One way to serialize a binary tree is to use pre-order traversal. When we encounter a non-null node, we record the node's value. If it is a null node, we record using a sentinel value such as #.
_9_ / \ 3 2 / \ / \ 4 1 # 6 / \ / \ / \ # # # # # #
For example, the above binary tree can be serialized to the string "9,3,4,#,#,1,#,#,2,#,6,#,#", where # represents a null node.
Given a string of comma separated values, verify whether it is a correct preorder traversal serialization of a binary tree. Find an algorithm without reconstructing the tree.

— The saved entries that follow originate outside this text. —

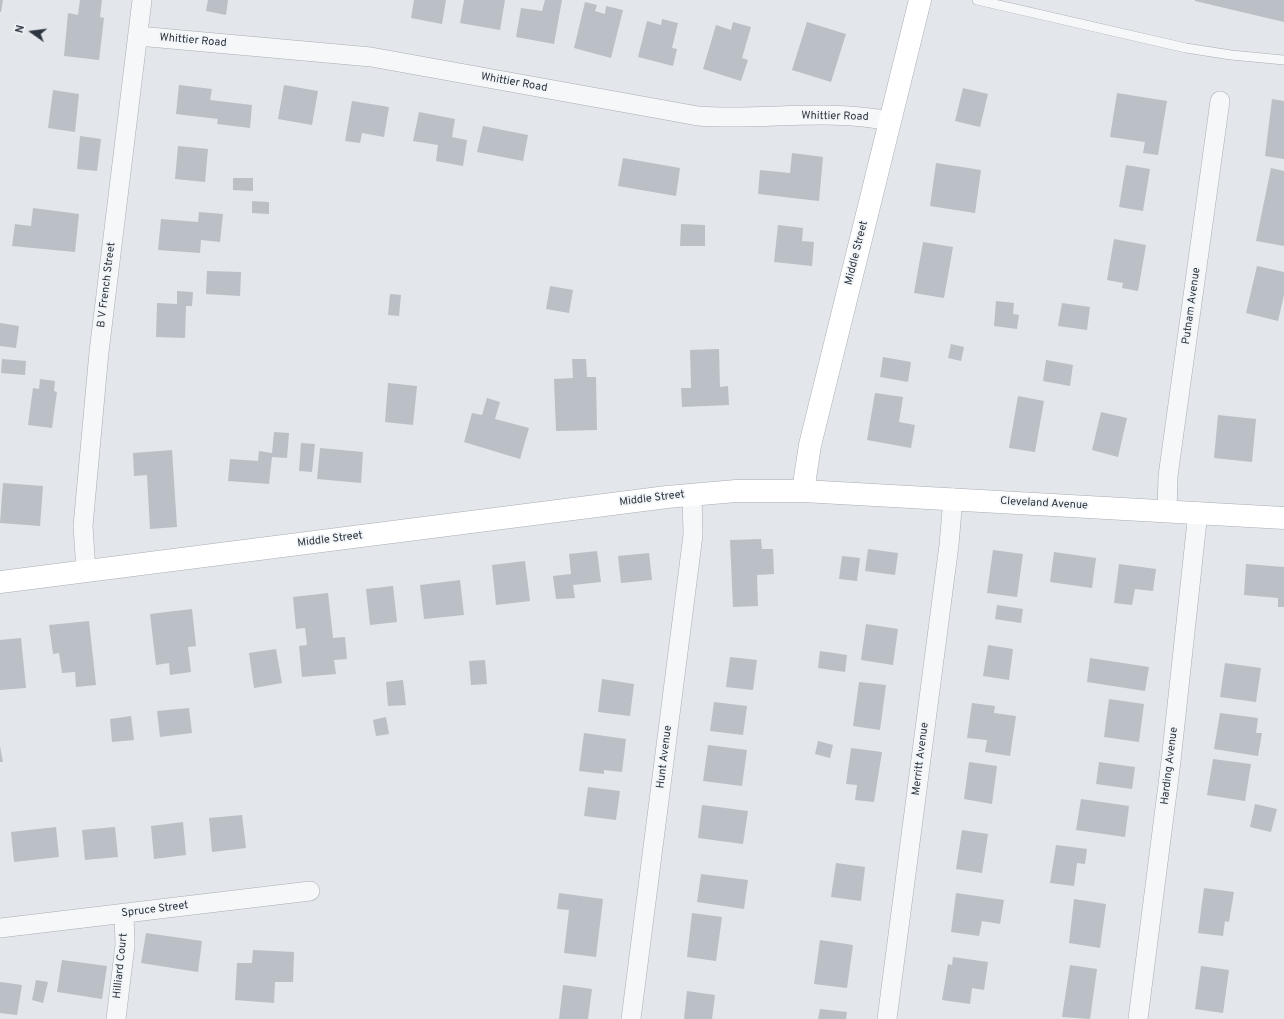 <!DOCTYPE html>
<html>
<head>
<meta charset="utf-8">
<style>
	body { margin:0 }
	#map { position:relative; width:1284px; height:1019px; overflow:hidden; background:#e3e6ea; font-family:Overpass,sans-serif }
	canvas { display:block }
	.north { position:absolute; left:12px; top:12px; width:40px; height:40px; -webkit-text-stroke:3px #f2f5f7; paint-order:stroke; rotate:284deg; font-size:11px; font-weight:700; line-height:16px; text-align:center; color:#2d3540 }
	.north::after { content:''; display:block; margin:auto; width:14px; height:18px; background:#2d3540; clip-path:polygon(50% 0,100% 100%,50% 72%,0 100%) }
</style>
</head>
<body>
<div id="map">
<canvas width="1284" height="1019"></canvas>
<div class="north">N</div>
</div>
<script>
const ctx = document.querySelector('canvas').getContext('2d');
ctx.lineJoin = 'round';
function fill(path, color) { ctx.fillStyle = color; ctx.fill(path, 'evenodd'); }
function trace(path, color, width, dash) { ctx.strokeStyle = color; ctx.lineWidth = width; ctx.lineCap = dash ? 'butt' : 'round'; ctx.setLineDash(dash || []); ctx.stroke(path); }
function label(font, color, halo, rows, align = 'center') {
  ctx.font = font + ' Overpass,sans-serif'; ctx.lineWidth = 3.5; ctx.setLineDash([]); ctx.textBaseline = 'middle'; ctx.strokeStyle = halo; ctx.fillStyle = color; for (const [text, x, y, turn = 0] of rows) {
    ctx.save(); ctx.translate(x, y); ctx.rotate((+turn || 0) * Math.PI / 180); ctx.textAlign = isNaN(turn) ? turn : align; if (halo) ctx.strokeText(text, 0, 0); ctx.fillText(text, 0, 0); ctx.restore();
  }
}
fill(new Path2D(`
	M0 0H3L1 12H0Z
	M80 0H102L100 17 104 18 99 60 64 56 68 13 78 15Z
	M208 0H228L226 15 206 11Z
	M414 0H446L442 24 411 18Z
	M464 0H505L500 30 460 23Z
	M545 0H562L554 44 516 37 521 8 542 11Z
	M1195 0H1284V22L1195 1Z
	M585 2 597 5 595 11 605 14 606 6 623 10 611 58 574 48Z
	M662 19 678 23 672 48 677 49 673 66 638 57 647 21 661 25Z
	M733 22 751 27 742 58 748 60 741 81 703 69 716 25 731 30Z
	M807 22 846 34 831 82 792 70Z
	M179 85 212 89 210 100 252 105 250 128 217 124 218 119 176 114Z
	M284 85 318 91 312 125 278 119Z
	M963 88 988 94 980 127 955 121Z
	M53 90 79 94 75 132 48 128Z
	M1117 93 1167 101 1158 155 1143 153 1145 142 1110 137Z
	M1272 99 1284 101V159L1265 156Z
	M352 101 389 107 384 137 362 133 360 143 345 141Z
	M419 112 455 119 452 137 467 140 463 166 436 161 438 145 413 141Z
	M483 126 528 135 523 161 477 152Z
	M80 136 101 139 97 171 77 169Z
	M178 146 208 149 205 182 175 179Z
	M792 153 823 157 819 201 758 194 760 170 790 173Z
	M623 158 680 168 676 196 618 186Z
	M936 163 981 170 975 213 930 206Z
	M1126 165 1150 169 1143 211 1119 207Z
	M1271 168 1284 171V246L1256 241Z
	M233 178H253V191L233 190Z
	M252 201 269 202V214L252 213Z
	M33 208 79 214 75 252 12 246 15 224 31 226Z
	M199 212 223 214 220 242 201 240 200 253 158 250 161 219 198 222Z
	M681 224 705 225V246H680Z
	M778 225 803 228 802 241 814 242 812 266 774 262Z
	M1114 239 1146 245 1138 291 1122 288 1123 283 1107 280Z
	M923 242 953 247 944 298 914 293Z
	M1257 266 1284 272V295L1278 321 1246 313Z
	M207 271 241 272 240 296 206 294Z
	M550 286 573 290 569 313 546 309Z
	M177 291 193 292 192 306H186L185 338 156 337 157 303 177 304Z
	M390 294 401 295 399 316 388 315Z
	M996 301 1014 303 1013 314 1019 315 1017 329 994 326Z
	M1062 303 1090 307 1087 330 1058 326Z
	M0 323 19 326 16 348 0 346Z
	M951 344 964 347 961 361 948 358Z
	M719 349 720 387 728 386 729 405 682 407 681 388H691L690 350Z
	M883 357 911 362 908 382 880 377Z
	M2 359 26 361 25 375 1 373Z
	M572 359H586L587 377H596L597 430 556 431 554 379 573 378Z
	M1046 360 1073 365 1070 386 1043 381Z
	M40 379 55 381 54 391 57 392 52 428 28 425 33 388 39 389Z
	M388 383 417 386 413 425 385 422Z
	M875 393 903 397 899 422 915 425 911 448 867 440Z
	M1018 396 1044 401 1035 452 1009 448Z
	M487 398 500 402 495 419 529 428 520 459 464 442 472 413 482 415Z
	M1101 412 1127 418 1118 457 1092 450Z
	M1218 415 1256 419 1252 462 1214 458Z
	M274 432 289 433 287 458 272 457 269 484 228 481 230 459 258 461 259 451 272 453Z
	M301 443 315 444 312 472 299 471Z
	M320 448 363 452 361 483 317 479Z
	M172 450 177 527 150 529 147 475 134 476 133 453Z
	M3 483 43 486 40 526 0 523Z
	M761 539 762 549H773L774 574 757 575 758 606 733 607 730 540Z
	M868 549 898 553 895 575 865 571Z
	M993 550 1023 554 1017 597 987 593Z
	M597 551 601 582 573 585 575 598 556 599 553 576 571 574 569 554Z
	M1054 552 1096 558 1092 588 1050 582Z
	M649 553 652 580 621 583 618 556Z
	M842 556 860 558 857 581 839 579Z
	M525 561 530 601 496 605 492 565Z
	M1119 564 1156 569 1153 591 1135 589 1132 605 1114 603Z
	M1246 564 1284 567V607H1278V598L1244 595Z
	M460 580 464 615 424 619 420 585Z
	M393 586 397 622 370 625 366 589Z
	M328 593 333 638 345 637 347 659 334 660 336 674 302 677 299 646 307 645 305 628 296 629 293 597Z
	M997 605 1023 609 1021 623 995 619Z
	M192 609 196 646 188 647 191 672 170 675 169 663 156 665 150 614Z
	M89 621 96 685 76 687 75 672 62 673 59 653 53 654 49 625Z
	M866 624 898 629 893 665 861 660Z
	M21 638 26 688 0 690V640Z
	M988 645 1013 649 1009 680 983 676Z
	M276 649 282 683 254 688 249 653Z
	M820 651 847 655 845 672 818 668Z
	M730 657 757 660 753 690 726 687Z
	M1090 658 1149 667 1145 691 1087 682Z
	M485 660 487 684 471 685 469 661Z
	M1225 663 1261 668 1256 702 1220 697Z
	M602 679 634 684 630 716 598 712Z
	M403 680 406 705 388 706 386 682Z
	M859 682 886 685 880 730 853 726Z
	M1109 699 1144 704 1139 742 1104 737Z
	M714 702 747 706 743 735 710 731Z
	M972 703 995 706 994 713 1016 716 1010 756 985 752 987 740 967 738Z
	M189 708 192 733 160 737 157 711Z
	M1220 713 1258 718 1256 733H1262L1258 756 1214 749Z
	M131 716 134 740 112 742 110 719Z
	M386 717 389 734 376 736 373 720Z
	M584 733 626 739 622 772 604 770V774L579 771Z
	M818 741 833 745 830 758 815 754Z
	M708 745 747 750 742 786 703 781Z
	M0 746 3 762H0Z
	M851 748 882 752 874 802 855 800 857 785 846 784Z
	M1213 759 1251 764 1245 801 1207 795Z
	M969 762 997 766 992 804 964 799Z
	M1099 762 1135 767 1132 789 1096 784Z
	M588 787 620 791 616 820 584 816Z
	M1081 799 1129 806 1125 837 1076 830Z
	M1255 804 1277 809 1271 832 1250 827Z
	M702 805 748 811 743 844 698 838Z
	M242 815 246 848 212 852 209 818Z
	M183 822 186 855 154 859 151 826Z
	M56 827 59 857 14 862 11 832Z
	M115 827 118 857 85 860 82 830Z
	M962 830 988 834 982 873 956 869Z
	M1056 845 1087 849 1085 864 1077 863 1074 886 1050 883Z
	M836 863 865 867 861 901 831 897Z
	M701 874 748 880 744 909 697 902Z
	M1204 888 1234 892 1229 922 1225 921 1223 936 1198 933Z
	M559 893 603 899 596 957 564 953 569 910 557 909Z
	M956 893 1004 900 1000 924 982 921 979 936 951 932Z
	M1074 899 1106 904 1100 948 1069 943Z
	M692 913 722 917 716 961 687 957Z
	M146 933 202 941 198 972 141 963Z
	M820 940 853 945 847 988 814 984Z
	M253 950 294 952 293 982H275L274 1003 235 1000 237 963H252Z
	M953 957 988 962 984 990 972 988 970 1004 942 1000 948 964 952 965Z
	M62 960 107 966 102 999 57 992Z
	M1070 965 1097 969 1090 1019 1062 1017Z
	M1201 966 1229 970 1223 1013 1195 1009Z
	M36 980 48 982 43 1003 32 1000Z
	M0 982 22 985 17 1015 0 1013Z
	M563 985 592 989 588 1019H559Z
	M687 991 715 995 712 1019H684Z
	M820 1009 847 1012 846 1019H818Z`), '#bbc0c6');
const lane = new Path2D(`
	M977 0 1186 48 1231 55 1284 60`);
const street = new Path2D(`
	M138 36 371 57 698 116C762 121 827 108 890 121
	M1167 511 1168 476 1220 101
	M86 571 83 526 99 352 142 0
	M0 928 310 891
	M116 1019 125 945 124 913
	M631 1019 693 535 692 494
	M887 1019 949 545 953 498
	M1138 1019 1171 761 1198 512`);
const secondary = new Path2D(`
	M803 491 810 445 920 0
	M0 582 667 497 736 491H803L1284 518`);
trace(lane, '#a9adb4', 10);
trace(street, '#a9adb4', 20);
trace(secondary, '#a9adb4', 23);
trace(lane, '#f5f7f8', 9);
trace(street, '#f5f7f8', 19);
trace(secondary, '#fff', 22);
label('11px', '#2d3540', '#f2f5f7', [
	["Whittier Road",193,41,5],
	["Whittier Road",514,83,10],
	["Whittier Road",835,117,1],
	["Middle Street",857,253,-76],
	["B V French Street",107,285,-83],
	["Putnam Avenue",1192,306,-82],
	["Middle Street",652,499,-7],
	["Cleveland Avenue",1044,504,3],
	["Middle Street",330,540,-7],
	["Hunt Avenue",665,757,-83],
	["Merritt Avenue",921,759,-83],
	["Harding Avenue",1170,766,-83],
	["Spruce Street",155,910,-7],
	["Hilliard Court",121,966,-84]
]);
</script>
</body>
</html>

Each comma separated value in the string must be either an integer or a character '#' representing
null pointer. You may assume that the input format is always valid, for example it could never contain two
consecutive commas such as "1,,3".
Example 1: Input: "9,3,4,#,#,1,#,#,2,#,6,#,#" Output: true Example 2: Input: "1,#" Output: false Example 3: Input: "9,#,#,1" Output: false
In a binary tree, if we consider null as leaves, then all non-null node provides 2 outdegree and 1 indegree (2 children and 1 parent), except root all null node provides 0 outdegree and 1 indegree (0 child and 1 parent).
Suppose we try to build this tree. During building, we record the difference between out degree and in degree diff = outdegree - indegree. When the next node comes, we then decrease diff by 1, because the node provides an in degree.
If the node is not null, we increase diff by 2, because it provides two out degrees. If a serialization is correct, diff should never be negative and diff will be zero when finished.